The gap between employers paid correctly and those robbed of their super has increased by 25 per cent in just three years, or $340 million, the research shows. 

"This should be a wake-up call for the major parties. We are now seeing the cumulative damage the unpaid super epidemic is doing to workers’ super balances and it’s very clear," said Industry Super Australia chief executive Bernie Dean.

The report has also placed an emphasis on dodgy employers who exploit a loophole in the law where if workers choose to salary sacrifice and contribute to their super, employers then ‘count’ that as their super guarantee payment for that worker – robbing them of their rightful entitlement. This unfair exploitation has seen 370,000 workers who think they are doing the right thing lose-out on super payments totalling $1.5 billion, ISA revealed. 

"Allowing employers to continue robbing workers of their super entitlement means these workers are going to end up worse off at retirement.

"While most employers do the right thing, unless we see action from the major parties this election, those dodgy employers are going to continue taking advantage of lax laws, a weak regulator and insufficient penalties to rip off these hardworking Australians," Mr Dean said. 
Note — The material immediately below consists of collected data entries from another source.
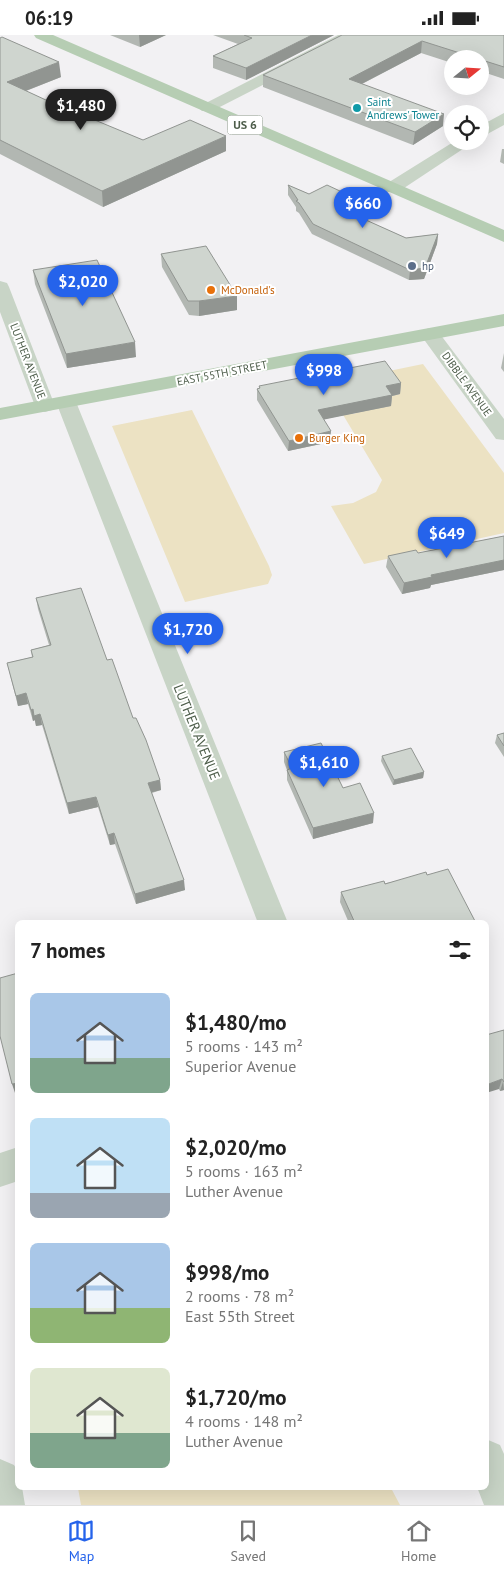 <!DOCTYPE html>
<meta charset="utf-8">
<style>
:root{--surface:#fff;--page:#f2f2f2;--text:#222;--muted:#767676;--line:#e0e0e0;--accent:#2563eb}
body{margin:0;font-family:"PT Sans",sans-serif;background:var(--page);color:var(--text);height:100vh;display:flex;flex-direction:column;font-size:19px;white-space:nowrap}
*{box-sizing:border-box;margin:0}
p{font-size:16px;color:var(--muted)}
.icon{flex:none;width:28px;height:28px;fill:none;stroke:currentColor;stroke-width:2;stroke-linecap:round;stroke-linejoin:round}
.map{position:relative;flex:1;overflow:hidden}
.drawer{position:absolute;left:15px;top:885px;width:474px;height:570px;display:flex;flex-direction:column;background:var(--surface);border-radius:8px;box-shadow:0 5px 20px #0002}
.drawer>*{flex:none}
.needle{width:32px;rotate:72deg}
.tools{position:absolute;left:444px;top:15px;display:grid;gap:10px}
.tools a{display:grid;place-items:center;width:45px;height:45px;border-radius:50%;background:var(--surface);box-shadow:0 5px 20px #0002;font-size:25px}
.price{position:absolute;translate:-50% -42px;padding:0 11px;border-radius:18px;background:var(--accent);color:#fff;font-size:16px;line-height:32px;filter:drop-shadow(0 1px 2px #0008)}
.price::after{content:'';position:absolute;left:50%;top:30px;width:15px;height:11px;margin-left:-8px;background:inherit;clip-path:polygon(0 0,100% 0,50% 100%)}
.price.on{background:#222;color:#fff}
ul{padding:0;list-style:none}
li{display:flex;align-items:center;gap:15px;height:125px;padding:0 15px}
li span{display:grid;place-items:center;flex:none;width:140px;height:100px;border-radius:8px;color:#555}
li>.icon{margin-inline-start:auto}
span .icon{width:60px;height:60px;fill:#fffc;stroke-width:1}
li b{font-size:21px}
h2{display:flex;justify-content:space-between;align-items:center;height:60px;padding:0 15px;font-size:21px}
.status{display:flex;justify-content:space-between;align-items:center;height:35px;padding:0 25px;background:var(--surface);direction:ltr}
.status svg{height:14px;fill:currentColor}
.tabs{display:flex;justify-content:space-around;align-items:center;height:70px;border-top:1px solid var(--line);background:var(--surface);font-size:14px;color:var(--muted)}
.tabs a{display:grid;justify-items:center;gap:2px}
.tabs .on{color:var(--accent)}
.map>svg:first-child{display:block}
.green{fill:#ece2c3}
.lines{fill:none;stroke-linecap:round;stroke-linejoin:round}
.street{fill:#c8d4c6;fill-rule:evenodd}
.primary{fill:#b6cdb3;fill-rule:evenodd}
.wall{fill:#b2b7b2}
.shaded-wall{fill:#919591}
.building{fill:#cfd5cf;stroke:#919591}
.culture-dot{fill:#0f9aa8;stroke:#fff;stroke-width:2}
.service-dot{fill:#5c6f8a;stroke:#fff;stroke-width:2}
.food-dot{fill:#e8710a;stroke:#fff;stroke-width:2}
.labels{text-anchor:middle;stroke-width:4;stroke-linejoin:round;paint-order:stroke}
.far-culture-label{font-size:11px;fill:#0d838f;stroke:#fff;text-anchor:start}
.far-service-label{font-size:11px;fill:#4e5e75;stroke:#fff;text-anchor:start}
.far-food-label{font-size:11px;fill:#c56008;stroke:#fff;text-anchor:start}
.far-street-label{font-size:11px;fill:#4d5d4a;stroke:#fff}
.shield{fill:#fff;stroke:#828e80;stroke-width:1}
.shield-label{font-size:12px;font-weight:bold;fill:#4d5d4a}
.street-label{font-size:14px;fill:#4d5d4a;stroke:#fff}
</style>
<div class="status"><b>06:19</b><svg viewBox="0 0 49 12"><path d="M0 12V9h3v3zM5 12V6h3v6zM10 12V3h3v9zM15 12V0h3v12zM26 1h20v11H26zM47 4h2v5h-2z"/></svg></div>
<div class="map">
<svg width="504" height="1470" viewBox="0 0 504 1470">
<rect width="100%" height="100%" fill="#f2f1f3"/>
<path class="green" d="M423,329L504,438V498L364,529L331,471L353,468L376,457L382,445L324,348L329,347L353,379C370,375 381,363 399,359L384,337Z
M192,375L269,531L272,540L268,549L185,567L112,391Z
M78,1453H391L400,1470H81Z"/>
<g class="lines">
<path class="street" d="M338,0H356L354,3L212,76H202L199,73L202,70Z
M504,78V90L480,103V91Z
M455,106H475L398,157H386L384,153L386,149Z
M0,246L7,248L9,252L55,371L52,375L45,377L38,375L35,371L0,277Z
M430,293L437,295L504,384V405L496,404L420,299L423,295Z
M66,361L73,363L76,367L288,888H258L56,367L59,363Z
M18,1112V1146L0,1152V1118Z
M486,1404L500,1410L504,1419V1470H484L477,1452H486Z
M0,1424L14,1430L18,1437V1452H22L25,1470H0Z"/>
<path class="primary" d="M34,0H53L504,195V207L36,3Z
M504,279V291L0,385V373Z"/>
</g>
<path class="wall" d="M110,0H166L140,12Z
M213,0H334L246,45L213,33V21L238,9Z
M342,0H504V44L480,36V24H452V28L421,18L362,49L443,91L413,110L263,52V40Z
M0,3L61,42L26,56L87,84L143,105L226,116L103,172L0,119Z
M502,114H504V129L500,127Z
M288,150L309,159L355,163L354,173L347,177L406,203L438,199L437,209L424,244L409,245L312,199L299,178L296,176V172L288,160Z
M161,219L237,275L199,281L189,280L162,232Z
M33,235L136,322L67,333L35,249Z
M504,318V337L501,333Z
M401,348L400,359L392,361L391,371L324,384L330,407L288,416L257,365V354L259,353V351Z
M504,501V535L431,550L430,553L402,559L386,532L388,521L418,518Z
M36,563L107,625L160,745L161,755L152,758L185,855L136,869L115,809L110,810L98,772L69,779L42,690L36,691L35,685L33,686L28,669L18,671L7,628L32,622L31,615L49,610L38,574Z
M504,698V722L495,708L497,700Z
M284,717L343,753L373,788L313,804L287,745V735L284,727Z
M382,721L424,737L423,743L393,750L381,726Z
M427,840L476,888H349L340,867L341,857Z
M504,995V1055L500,1056L499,1054Z"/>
<path class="shaded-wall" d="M139,0H166L140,12Z
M312,0H334L246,45V33Z
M422,6L421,18L348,56L349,44Z
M59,27L61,42L10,62L7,47Z
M444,79L443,91L413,110L415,97Z
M226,101V116L103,172L102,156Z
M355,163L354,173L337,182V172Z
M438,199L437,209L424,244L409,245L410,235Z
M237,261V275L199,281V266Z
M135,307L136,322L67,333L66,319Z
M401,348L400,359L392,361L391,371L317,386L318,375L386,351Z
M331,396L330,407L288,416L289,406Z
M504,525V535L431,550L430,553L402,559L404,548L431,540Z
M26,658L28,669L18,671L16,661Z
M33,674L35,685L33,686L31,675Z
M40,679L42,690L36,691L34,681Z
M424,737L423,743L393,750L394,745Z
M160,745L161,755L149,758L148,748Z
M96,762L98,772L69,779L67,768Z
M374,778L373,788L313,804V793Z
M114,798L115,809L110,810L108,800Z
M184,845L185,855L136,869L135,859Z
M502,1044L499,1054L486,1058V1050Z
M503,1047L504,1055L500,1056Z
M18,1048V1058H15L12,1049Z"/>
<path class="building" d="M244,0H312L246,33L213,21L252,3Z
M342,0H504V32L422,6L349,44L444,79L415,97L263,40Z
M2,2L59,27L7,47L87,84L90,83L143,105L190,85L226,101L102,156L0,105V3Z
M288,150L309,159L327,150L355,163L337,172L406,203L438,199L425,233L410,235L313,189L299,168L296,166L298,165Z
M206,211L237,261L199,266H188L161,219Z
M97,225L135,307L66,319L33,235Z
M385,326L401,348L386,351L392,360L318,375L331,396L289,406L257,354L260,353L259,351Z
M504,501V525L431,540L432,542L404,548L388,521L416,515L418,518Z
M81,553L107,625L112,624L133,683H136L146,705L160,745L148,748L184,845L135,859L114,798L108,800L96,762L67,768L40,679L34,681L33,674L31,675L26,658L16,661L7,628L33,622L31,615L51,610L36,563Z
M504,698V711L497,700Z
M321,708L343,753L360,748L374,778L313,793L287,735L292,733L284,717Z
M411,713L424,737L394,745L382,721Z
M448,834L476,888H355L341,857L384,846L385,849L426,837L427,840Z
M18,938V1048L12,1049L0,1001V943Z
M504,995V1047L502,1044L486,1050V1000Z"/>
<circle class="culture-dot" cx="357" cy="73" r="5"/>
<circle class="service-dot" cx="412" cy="231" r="5"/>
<g class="food-dot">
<circle cx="211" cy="255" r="5"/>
<circle cx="299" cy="403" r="5"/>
</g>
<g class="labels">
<g class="far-culture-label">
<text x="367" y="71">Saint<tspan x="367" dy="13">Andrews' Tower</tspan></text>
</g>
<g class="far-service-label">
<text x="422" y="235">hp</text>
</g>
<g class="far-food-label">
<text x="221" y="259">McDonald's</text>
<text x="309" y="407">Burger King</text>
</g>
<g class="far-street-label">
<text transform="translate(28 326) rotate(69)" y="4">LUTHER AVENUE</text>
<text transform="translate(222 338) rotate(-11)" y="4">EAST 55TH STREET</text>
<text transform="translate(467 349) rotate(54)" y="4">DIBBLE AVENUE</text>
</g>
<rect class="shield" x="227.5" y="80.5" width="35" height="19" rx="4"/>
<g class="shield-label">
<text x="245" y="94">US 6</text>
</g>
<g class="street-label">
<text transform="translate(197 697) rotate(68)" y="5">LUTHER AVENUE</text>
</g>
</g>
</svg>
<div class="tools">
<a><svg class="needle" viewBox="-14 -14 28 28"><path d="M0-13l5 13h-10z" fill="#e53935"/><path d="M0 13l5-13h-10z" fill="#767676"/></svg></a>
<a><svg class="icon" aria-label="locate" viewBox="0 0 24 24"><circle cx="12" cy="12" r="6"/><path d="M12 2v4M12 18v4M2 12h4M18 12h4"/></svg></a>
</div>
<b class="price on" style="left:81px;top:96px">$1,480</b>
<b class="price" style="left:363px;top:194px">$660</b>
<b class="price" style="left:83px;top:272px">$2,020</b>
<b class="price" style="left:324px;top:361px">$998</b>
<b class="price" style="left:447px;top:524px">$649</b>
<b class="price" style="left:188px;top:620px">$1,720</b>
<b class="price" style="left:324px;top:753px">$1,610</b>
<section class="drawer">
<h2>7 homes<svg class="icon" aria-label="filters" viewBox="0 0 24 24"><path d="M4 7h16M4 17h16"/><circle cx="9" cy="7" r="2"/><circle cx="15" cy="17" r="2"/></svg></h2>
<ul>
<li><span style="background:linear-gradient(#a9c7e8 65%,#7fa58c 0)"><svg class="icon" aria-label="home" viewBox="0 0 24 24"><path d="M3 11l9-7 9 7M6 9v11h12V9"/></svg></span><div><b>$1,480/mo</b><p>5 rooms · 143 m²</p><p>Superior Avenue</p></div></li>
<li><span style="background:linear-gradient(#bfe0f5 75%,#9aa5b1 0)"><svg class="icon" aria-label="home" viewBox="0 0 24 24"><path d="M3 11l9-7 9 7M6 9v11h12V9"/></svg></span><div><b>$2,020/mo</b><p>5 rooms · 163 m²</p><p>Luther Avenue</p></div></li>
<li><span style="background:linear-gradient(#a9c7e8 65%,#8fb573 0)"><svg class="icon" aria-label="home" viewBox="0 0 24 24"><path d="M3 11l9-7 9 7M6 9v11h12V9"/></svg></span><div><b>$998/mo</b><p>2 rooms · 78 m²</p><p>East 55th Street</p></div></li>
<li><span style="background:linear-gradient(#dfe7d0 65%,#7fa58c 0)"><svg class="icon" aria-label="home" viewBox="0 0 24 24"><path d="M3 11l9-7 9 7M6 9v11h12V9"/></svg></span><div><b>$1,720/mo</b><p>4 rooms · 148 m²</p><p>Luther Avenue</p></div></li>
</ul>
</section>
</div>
<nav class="tabs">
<a class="on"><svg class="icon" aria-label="map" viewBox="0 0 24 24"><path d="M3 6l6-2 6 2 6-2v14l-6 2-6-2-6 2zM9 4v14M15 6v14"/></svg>Map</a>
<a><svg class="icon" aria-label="saved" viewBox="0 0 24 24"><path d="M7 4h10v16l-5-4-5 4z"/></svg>Saved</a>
<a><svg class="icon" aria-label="home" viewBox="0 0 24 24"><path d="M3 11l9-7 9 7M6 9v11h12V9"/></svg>Home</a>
</nav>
Mr Dean believes that there is a quick fix for the problem, suggesting that the government should legislate that all employers must deposit money into a worker's super account at the same time as they deposit their salary into their bank account. 

"Anything else is nothing more than a band-aid solution that won’t fix the problem and will only see more hardworking Australians have their super entitlements stolen by rogue employers," Mr Dean concluded.